Saturday, August 12, 2006


"Shrine visits aren't generally big news these days. But when the shrine is Yasukuni, notorious for having 14 class-A war criminals among its revered spirits, and when the visitor is Junichiro Koizumi, prime minister of Japan, the world takes note." So writes the Guardian and a group of protesters showed that to be true last night in Tokyo.

Prime Minister Junichiro Koizumi suggested again on Thursday that he intends to visit Tokyo's Yasukuni Shrine, where war dead including Class-A war criminal are enshrined, on the Aug. 15 anniversary of Japan's World War II surrender.

Koizumi has gone to the shrine each year since taking office in 2001 but never on Aug. 15. Those visits have infuriated Japan's Asian neighbors, especially China and South Korea, who suffered atrocities from Japanese aggression before and during WWII.

In June, the Tokyo High Court on Wednesday rejected a damages claim filed by religious leaders and kin of Japanese and South Koreans war dead, over visits to the Yasukuni Shrine by Prime Minister Junichiro Koizumi and Tokyo Governor Shintaro Ishihara.

Last week,China expressed concern over reports that Japanese Chief Cabinet Secretary Shinzo Abe visited the Yasukuni Shrine in April, Foreign Ministry spokesman said.

"We hope that the Japanese side will make similar efforts along with the Chinese side to push Sino-Japanese ties back to the track of normal development at an early date," spokesman Qin Gang said while asked for comments.

"It is a common aspiration of the two peoples and conforms with the fundamental interest of the two countries for Japanese leaders to stop visiting the Yasukuni Shrine, where World War II criminals were worshiped, and take tangible action to eliminate political obstacles hindering the normal development of Sino-Japanese relations," Qin said.

According to a memorandum, written by late Imperial Household Agency Grand Steward Tomohiko Tomita, the late Japanese Emperor Hirohito also expressed strongly his displeasure in 1988 over Yasukuni Shrine's decision in the late 1970s to include Class-A war criminals of World War II into its honor list. The families of some of those honored with their names on the shrine have asked their relatives names be removed.

In fact Japan Times reports relatives of war dead honored at Yasukuni Shrine submitted to the Osaka District Court on Friday the first-ever lawsuit filed directly against the Shinto institution, demanding that their relatives' names be struck from its rolls.

Nine plaintiffs, including Ryuken Sugawara, 66, a Buddhist monk from Shimane Prefecture, and Yang Yuan-huang, 51, from Taiwan, claim the enshrinement of the war dead without the permission of surviving relatives infringes on their right to decide how to mourn their loved ones.

The following is from China's People's Daily.

Candlelight protest held in Tokyo against Koizumi's Yasukuni visit

A group of people from China, South Korea and Japan held a candlelight demonstration on Friday evening in Tokyo, calling on Japanese Prime Minister Junichiro Koizumi to refrain from paying visit to the war-linked Yasukuni Shrine before stepping down next month.
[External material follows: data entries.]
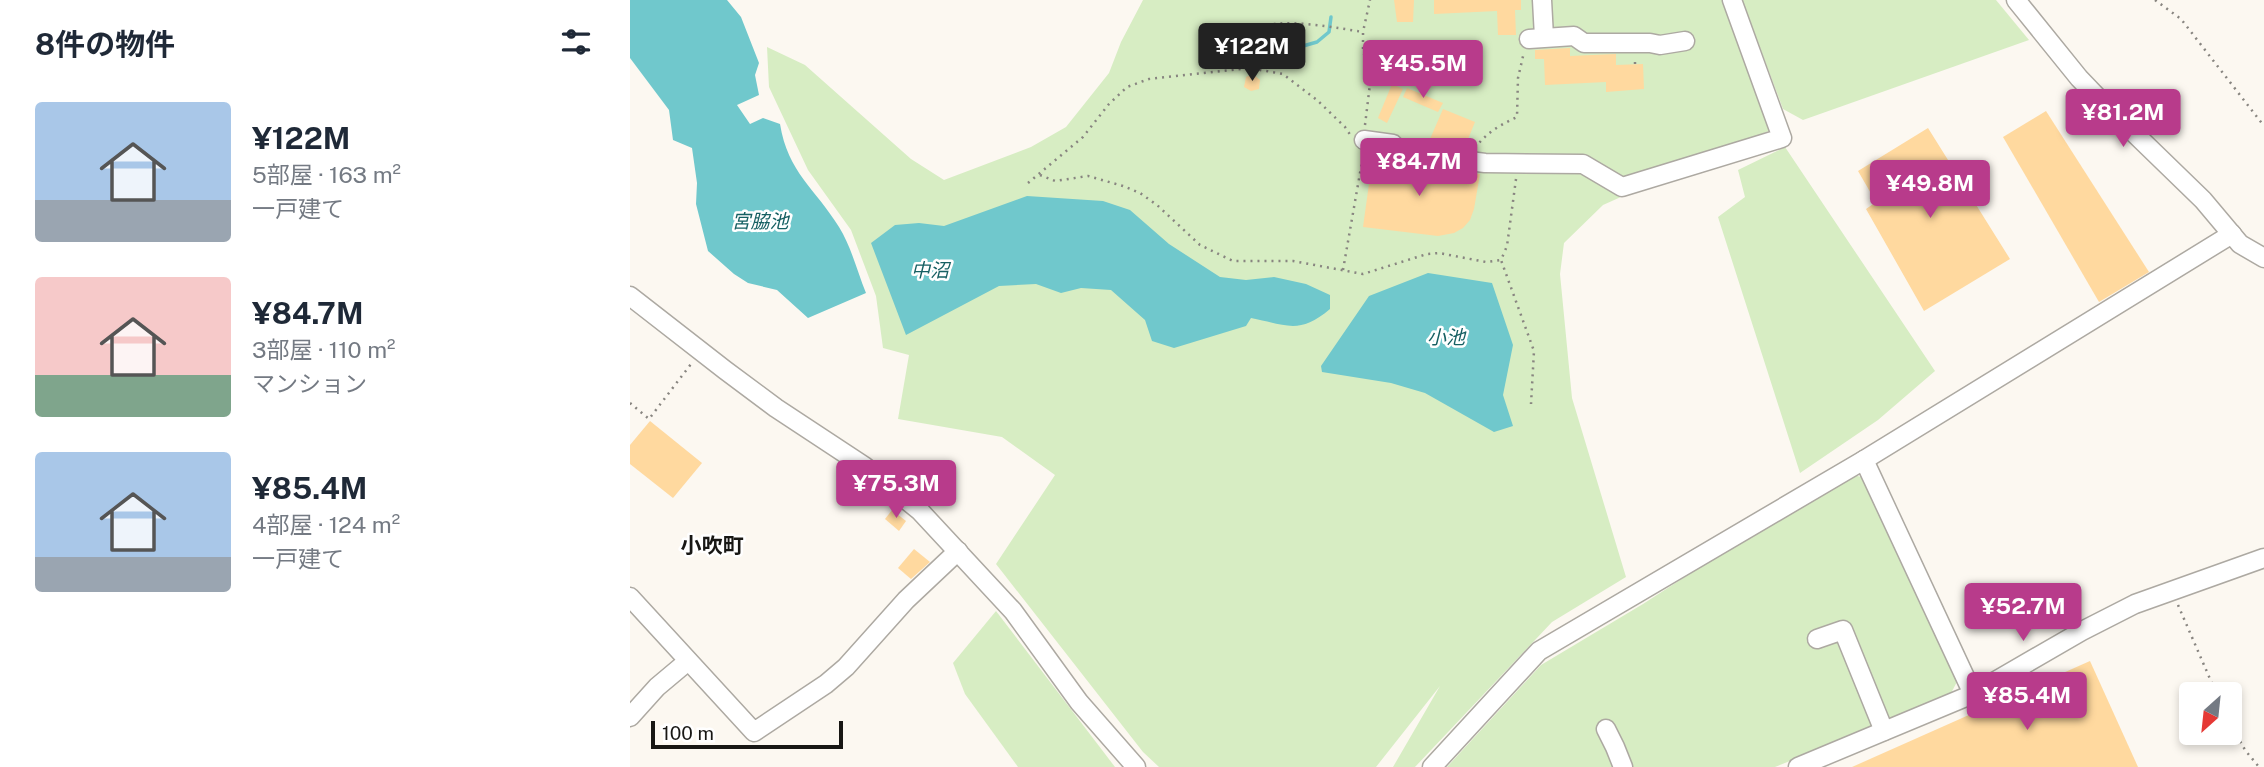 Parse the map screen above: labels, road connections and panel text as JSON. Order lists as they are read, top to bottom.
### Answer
{
  "districts": ["小吹町"],
  "water": ["宮脇池", "中沼", "小池"],
  "scale_bar": "100 m",
  "north": "bottom left",
  "page": {
    "heading": "8件の物件",
    "price": [
      "¥122M",
      "¥45.5M",
      "¥81.2M",
      "¥84.7M",
      "¥49.8M",
      "¥75.3M",
      "¥52.7M",
      "¥85.4M"
    ],
    "list": [
      {
        "name": "¥122M",
        "note": "5部屋 · 163 m² · 一戸建て"
      },
      {
        "name": "¥84.7M",
        "note": "3部屋 · 110 m² · マンション"
      },
      {
        "name": "¥85.4M",
        "note": "4部屋 · 124 m² · 一戸建て"
      }
    ],
    "scale": "100 m"
  }
} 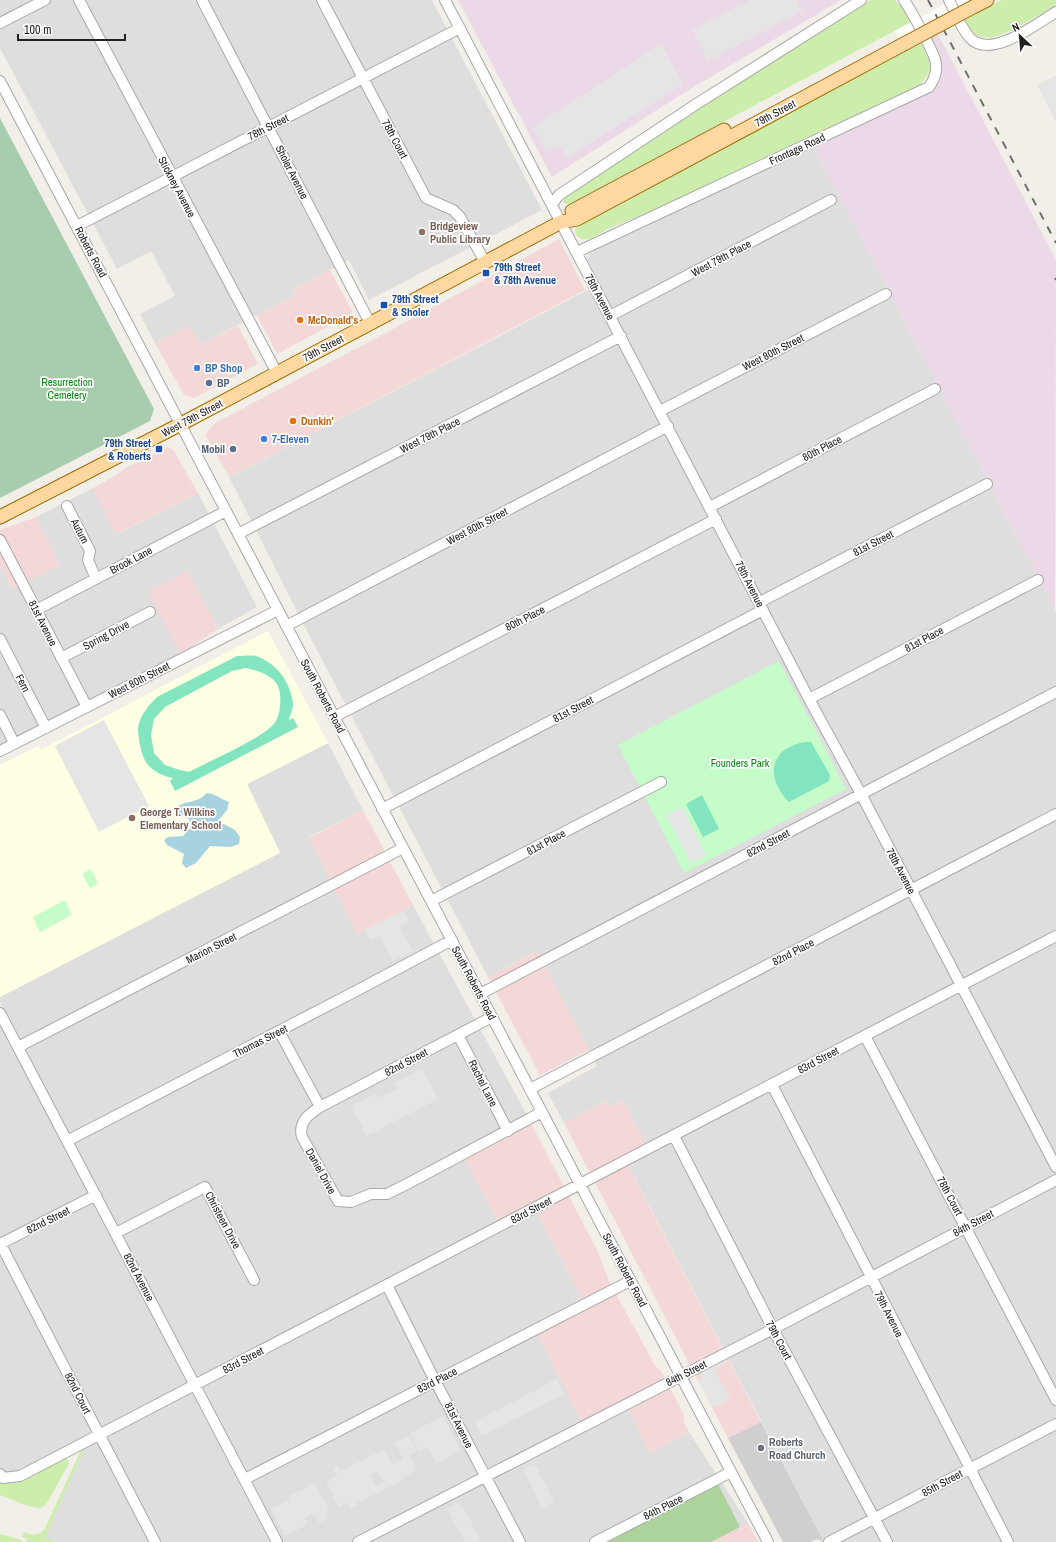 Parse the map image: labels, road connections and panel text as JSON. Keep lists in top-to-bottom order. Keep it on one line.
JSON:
{"streets":{"main road":["79th Street","West 79th Street"],"street":["78th Street","78th Court","Frontage Road","Sholer Avenue","Stickney Avenue","Roberts Road","West 79th Place","78th Avenue","West 80th Street","80th Place","Autum","81st Street","Brook Lane","81st Avenue","Spring Drive","81st Place","Fern","South Roberts Road","82nd Street","Marion Street","82nd Place","Thomas Street","83rd Street","Rachel Lane","Daniel Drive","Christeen Drive","84th Street","82nd Avenue","79th Avenue","79th Court","83rd Place","82nd Court","85th Street","84th Place"]},"crossings":[["79th Street","78th Court"],["79th Street","Sholer Avenue"],["79th Street","Stickney Avenue"],["79th Street","78th Avenue"],["79th Street","West 79th Street"],["78th Street","78th Court"],["78th Street","Sholer Avenue"],["78th Street","Stickney Avenue"],["78th Street","Roberts Road"],["78th Street","78th Avenue"],["78th Court","83rd Street"],["78th Court","84th Street"],["Frontage Road","78th Avenue"],["Stickney Avenue","West 79th Street"],["Roberts Road","West 79th Street"],["Roberts Road","South Roberts Road"],["West 79th Place","78th Avenue"],["West 79th Place","South Roberts Road"],["78th Avenue","West 80th Street"],["78th Avenue","80th Place"],["78th Avenue","81st Street"],["78th Avenue","81st Place"],["78th Avenue","82nd Street"],["78th Avenue","82nd Place"],["78th Avenue","83rd Street"],["West 80th Street","81st Avenue"],["West 80th Street","Fern"],["West 80th Street","South Roberts Road"],["West 79th Street","South Roberts Road"],["80th Place","South Roberts Road"],["Autum","Brook Lane"],["81st Street","South Roberts Road"],["Brook Lane","81st Avenue"],["Brook Lane","South Roberts Road"],["81st Avenue","Spring Drive"],["81st Avenue","83rd Street"],["81st Avenue","84th Street"],["81st Avenue","83rd Place"],["81st Place","South Roberts Road"],["South Roberts Road","82nd Street"],["South Roberts Road","Marion Street"],["South Roberts Road","82nd Place"],["South Roberts Road","Thomas Street"],["South Roberts Road","83rd Street"],["South Roberts Road","Daniel Drive"],["South Roberts Road","84th Street"],["South Roberts Road","83rd Place"],["South Roberts Road","84th Place"],["82nd Street","Rachel Lane"],["82nd Street","Daniel Drive"],["82nd Street","82nd Avenue"],["82nd Street","82nd Court"],["Marion Street","82nd Avenue"],["Thomas Street","82nd Avenue"],["83rd Street","82nd Avenue"],["83rd Street","79th Avenue"],["83rd Street","79th Court"],["83rd Street","82nd Court"],["Rachel Lane","Daniel Drive"],["Christeen Drive","82nd Avenue"],["84th Street","79th Avenue"],["84th Street","79th Court"],["82nd Avenue","83rd Place"],["79th Avenue","85th Street"],["79th Court","85th Street"]],"parks":["Resurrection Cemetery","Founders Park"],"places":{"other":["Bridgeview Public Library","McDonald's","BP Shop","BP","Dunkin'","7-Eleven","Mobil","George T. Wilkins Elementary School","Roberts Road Church"],"transit":["79th Street & 78th Avenue","79th Street & Sholer","79th Street & Roberts"]},"scale_bar":"100 m","north":"top left"}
The demonstration, called "Let's light a candle of peace," was participated by representatives from China's Taiwan Province, 8 South Korean lawmakers and more than 100 Japanese civil group members.

Led by the South Korean lawmakers with a big banner in their hands, the demonstration started at eight o'clock from Hibiya Park, and marched to Chiyoda Ku's Kasumigaseki district, where most of Japanese central government ministries are located.

The demonstrators chanted slogans criticizing Koizumi's shrine visit and demanding the "return of spirits from Yasukuni of the Taiwanese aboriginals and the South Korean bereaved" who have been enshrined there.

The organizing committee of the protest held a meeting in the afternoon.

South Korean lawmaker Kim Hee Sun said Koizumi's visits to the Yasukuni Shrine, which honors Class-A war criminals of World War II, carried Japan's attempt to legitimize its colonial rule on the Korean Peninsular, and the purpose of the candlelight demonstration is to send a strong appeal against the shrine visit by Japanese politicians and to call on permanent peace in Asia.

Japan should reflect on its past aggression so that it will be able to truly reconcile with all victims and contribute to deep- rooted peace, Kim said.

Hundreds of thousands of aboriginals in Taiwan have suffered from Japanese militarism, said Chen Mingzhong, a representative from Taiwan, who added that the forced enshrinement of the aboriginals in Taiwan in the Yasukuni, which honors Japanese war dead, is a blasphemy of their dignity, and people in Taiwan strongly demand the return of the spirits of their ancestors.

The representatives of the candlelight protest handed in a petition to the Cabinet Office in the afternoon, calling for the stop of shrine visit by Japanese leaders.

Several Japanese civil groups gathered in front of the prime minister's official residence, urging the Japanese government to set up a correct view of history and to commit itself to building a peaceful Asia.

The candlelight demonstration will last through Monday. Fifty aboriginals from Taiwan and 170 South Korean people will join the protest from Saturday.